■ Task objective: Return the entries below precisely, omitting nothing.

■ Saved data entries:
<<<<

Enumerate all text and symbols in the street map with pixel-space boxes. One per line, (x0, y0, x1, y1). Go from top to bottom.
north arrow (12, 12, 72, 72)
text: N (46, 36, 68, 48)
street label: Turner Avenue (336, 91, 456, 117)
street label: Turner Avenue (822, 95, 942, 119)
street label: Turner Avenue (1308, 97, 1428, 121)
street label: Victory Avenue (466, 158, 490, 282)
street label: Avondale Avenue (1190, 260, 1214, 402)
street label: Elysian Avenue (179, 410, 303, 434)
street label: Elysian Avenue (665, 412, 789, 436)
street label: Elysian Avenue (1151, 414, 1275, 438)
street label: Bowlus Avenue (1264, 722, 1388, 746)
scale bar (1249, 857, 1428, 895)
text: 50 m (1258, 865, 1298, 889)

>>>>

■ Solution for this problem:
Enumerate all text and symbols in the street map with pixel-space boxes. One per line, (x0, y0, x1, y1). Go from top to bottom.
north arrow (12, 12, 72, 72)
text: N (46, 36, 68, 48)
street label: Turner Avenue (336, 91, 456, 117)
street label: Turner Avenue (822, 95, 942, 119)
street label: Turner Avenue (1308, 97, 1428, 121)
street label: Victory Avenue (466, 158, 490, 282)
street label: Avondale Avenue (1190, 260, 1214, 402)
street label: Elysian Avenue (179, 410, 303, 434)
street label: Elysian Avenue (665, 412, 789, 436)
street label: Elysian Avenue (1151, 414, 1275, 438)
street label: Bowlus Avenue (1264, 722, 1388, 746)
scale bar (1249, 857, 1428, 895)
text: 50 m (1258, 865, 1298, 889)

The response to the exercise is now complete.